Moreover, Creon's "law" is not really law. Law, as Socrates in Plato's "Minos" points out, pretends to be reasonable and much more. It pretends to be wisdom, a product of science. When law is so obviously cruel and factional, it undermines itself:
For Polyneices it is ordained that none
Shall give him burial or make mourn for him,
But leave his corpse unburied, to be meat
For Dogs and carrion crows, a ghastly sight.
So am I purposed; never by my will
Shall traitors take precedence over honest men,
But all good patriots, alive or dead,
Shall be by me preferred and honoured.
(l. 203-210)
Creon wants the corpse to be eaten by dogs and vultures. He wants people to see this. This use of law as public humiliation is something authoritarian regimes do, to be sure. They can be secure for a time doing this. But I'd hesitate to commit the resources of political science to further elaboration. Wittgenstein says explanations come to an end somewhere. At some point, politics is about the good life, about what we can do for everyone else. How we can do good things for others, even our opponents and enemies.
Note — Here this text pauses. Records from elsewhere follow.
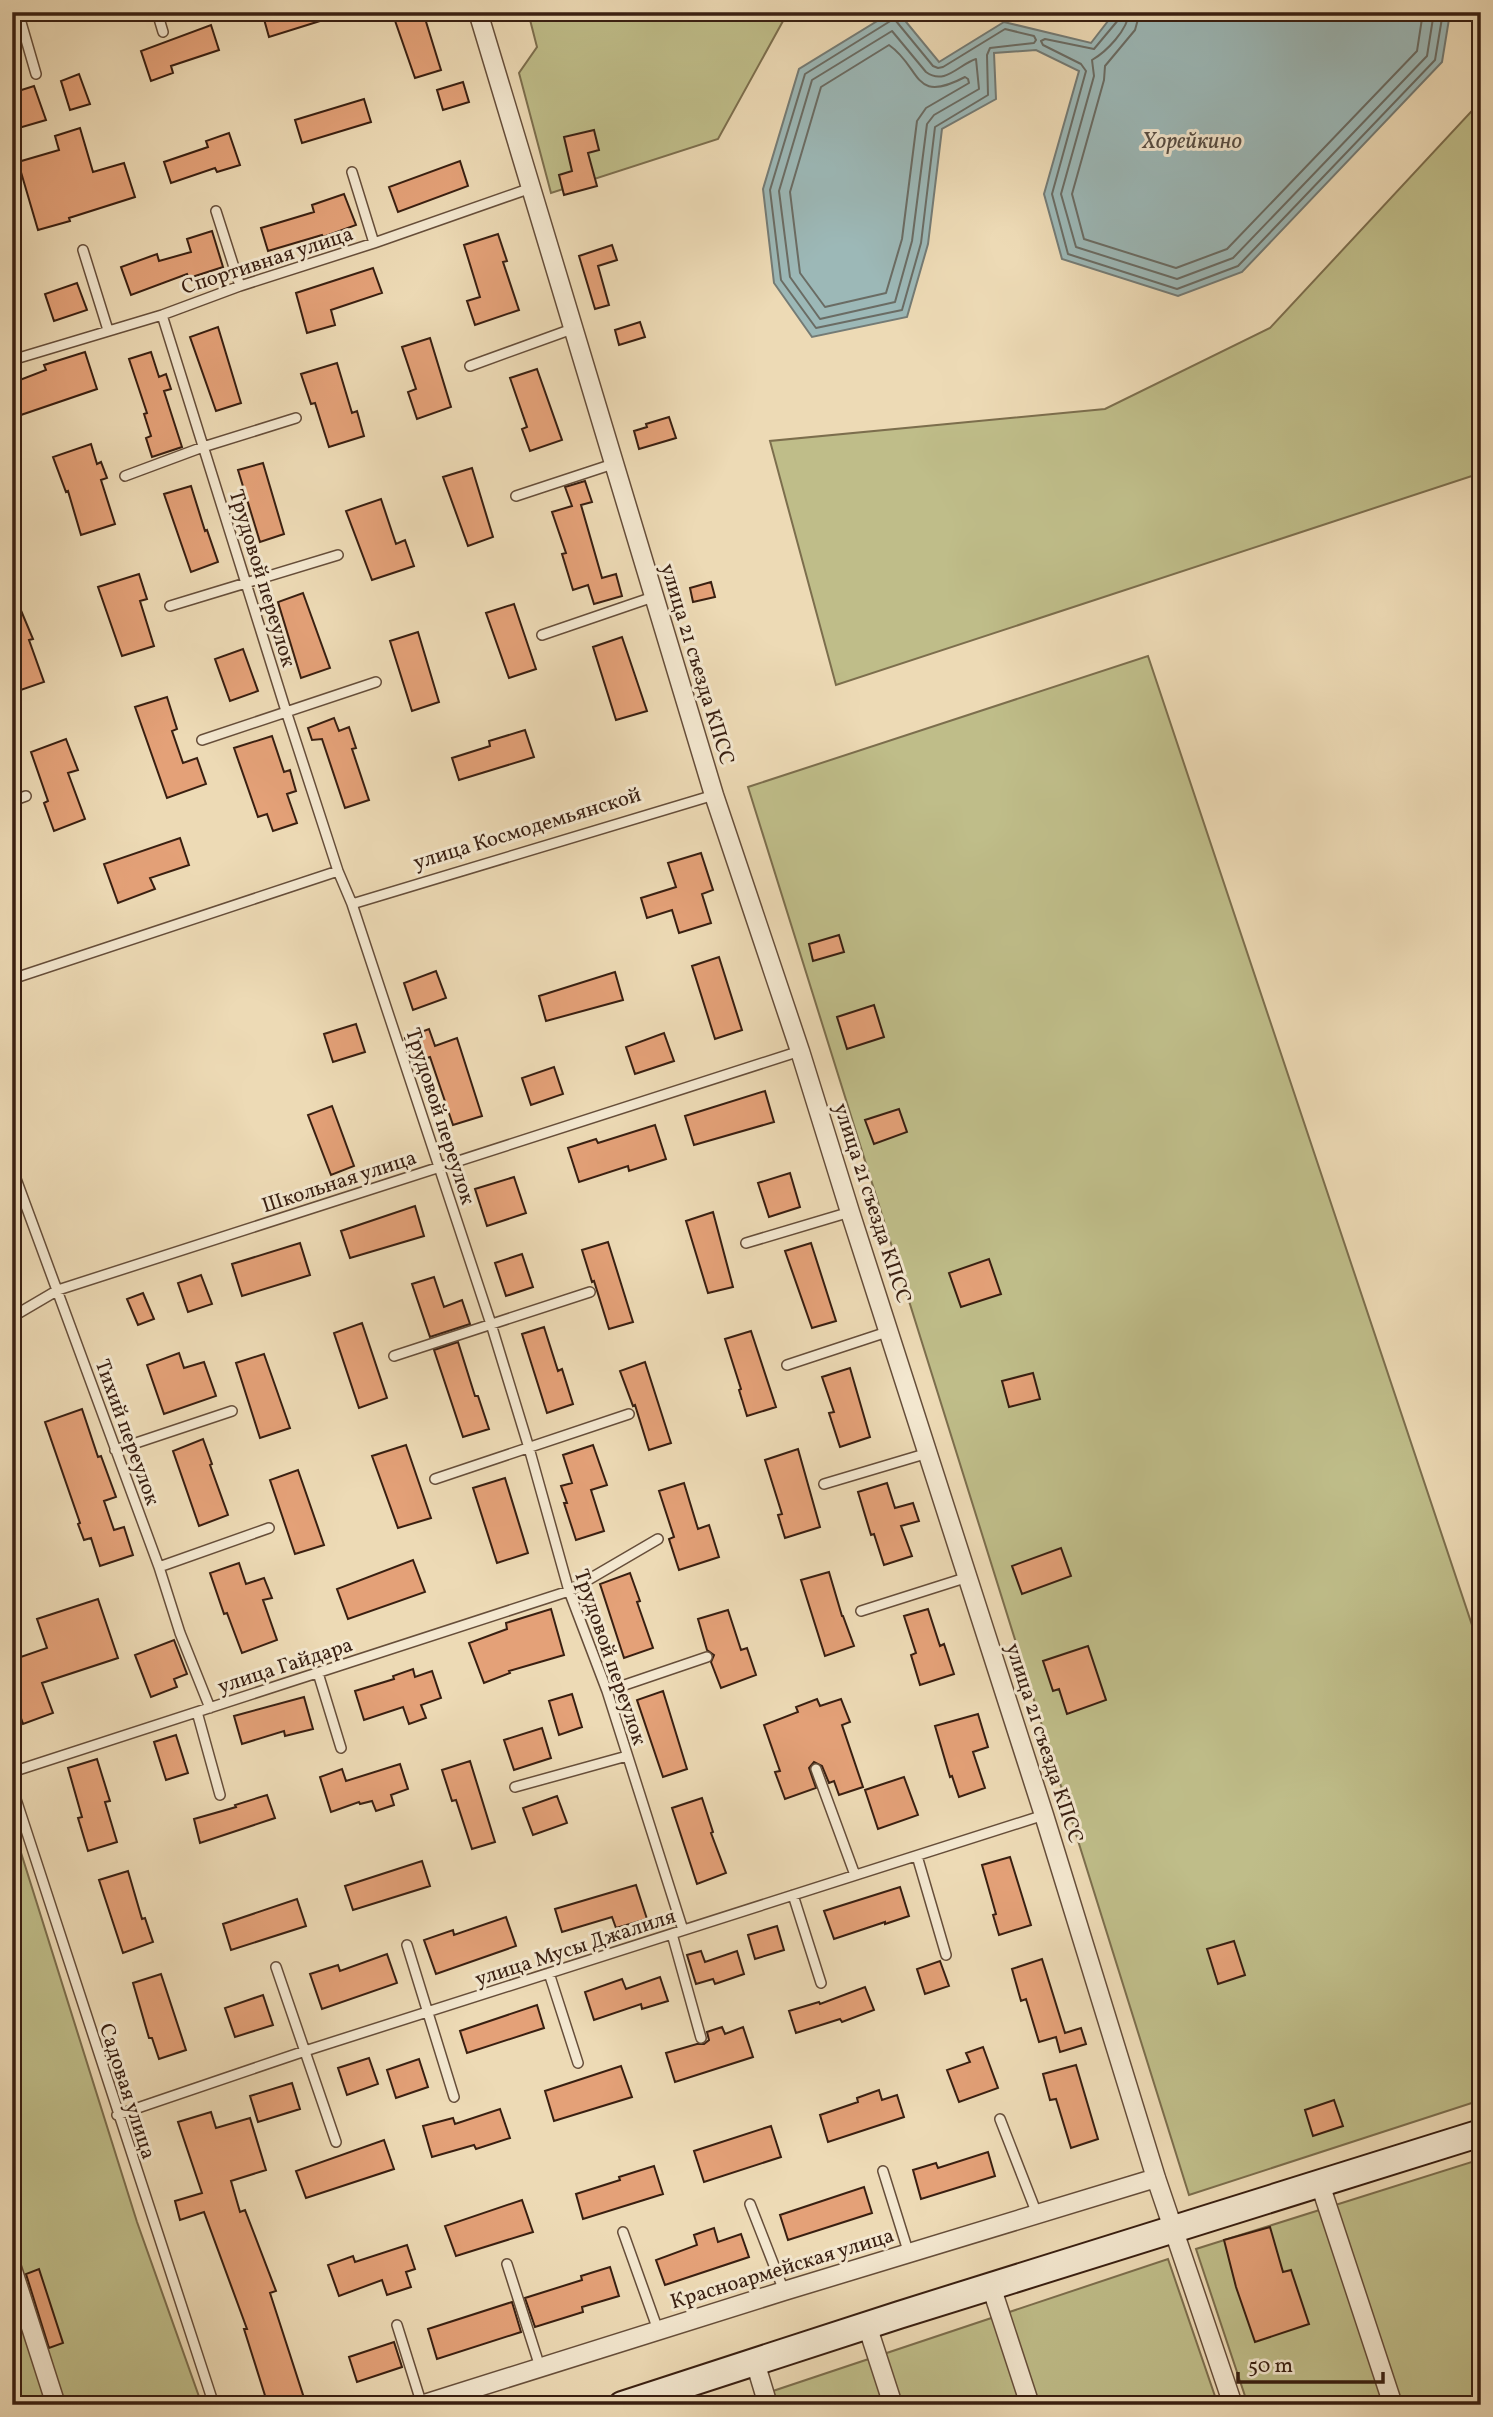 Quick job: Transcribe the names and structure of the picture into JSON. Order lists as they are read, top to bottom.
{
  "streets": {
    "street": ["улица 21 съезда КПСС", "Красноармейская улица"],
    "lane": [
      "Спортивная улица",
      "Трудовой переулок",
      "улица Космодемьянской",
      "Школьная улица",
      "Тихий переулок",
      "улица Гайдара",
      "улица Мусы Джалиля",
      "Садовая улица"
    ]
  },
  "crossings": [
    ["Спортивная улица", "Трудовой переулок"],
    ["Спортивная улица", "улица 21 съезда КПСС"],
    ["Трудовой переулок", "улица Космодемьянской"],
    ["Трудовой переулок", "Школьная улица"],
    ["Трудовой переулок", "улица Гайдара"],
    ["Трудовой переулок", "улица Мусы Джалиля"],
    ["улица 21 съезда КПСС", "улица Космодемьянской"],
    ["улица 21 съезда КПСС", "Школьная улица"],
    ["улица 21 съезда КПСС", "улица Мусы Джалиля"],
    ["улица 21 съезда КПСС", "Красноармейская улица"],
    ["Школьная улица", "Тихий переулок"],
    ["Тихий переулок", "улица Гайдара"],
    ["улица Мусы Джалиля", "Садовая улица"]
  ],
  "water": ["Хорейкино"],
  "scale_bar": "50 m"
}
Leaving a corpse unburied for the sake of desecration is certainly a sign of who is in charge. It's also an invitation to revolution: no one, not even Creon's own family, will put up with the possibility their name will be so dishonored.
The outstanding question: if Creon is so bad—a bad ruler with a tenuous claim to rule—why does the city back him?
I believe that's the central tragedy of the play, and it does come down to misogyny. Antigone is clearly right. She's also a woman. The city will accept her critique, that they yearn for order at too high a cost, but they will condemn her for it. She will be made into a holy symbol, denied her individuality and her own specific claim to justice. She will be tortured and killed on account of their intransigence.
Creon demonstrates a peculiarity about our ability to assess order. A body politic doesn't really have it. Sure, people can tell when things are complete chaos, when people are terrorizing and attacking each other. But Creon's rule is tumultuous, so say the least. It is mere prelude to an armed faction challenging him. If we are so bad at assessing order, then it would seem politics can only be judged with regards to ends. That is all well and good, but it means more than elders loudly bragging about binge drinking and a king by chance declaring war on his own citizenry (l. 157-158). Antigone is the only one in the play fit to rule.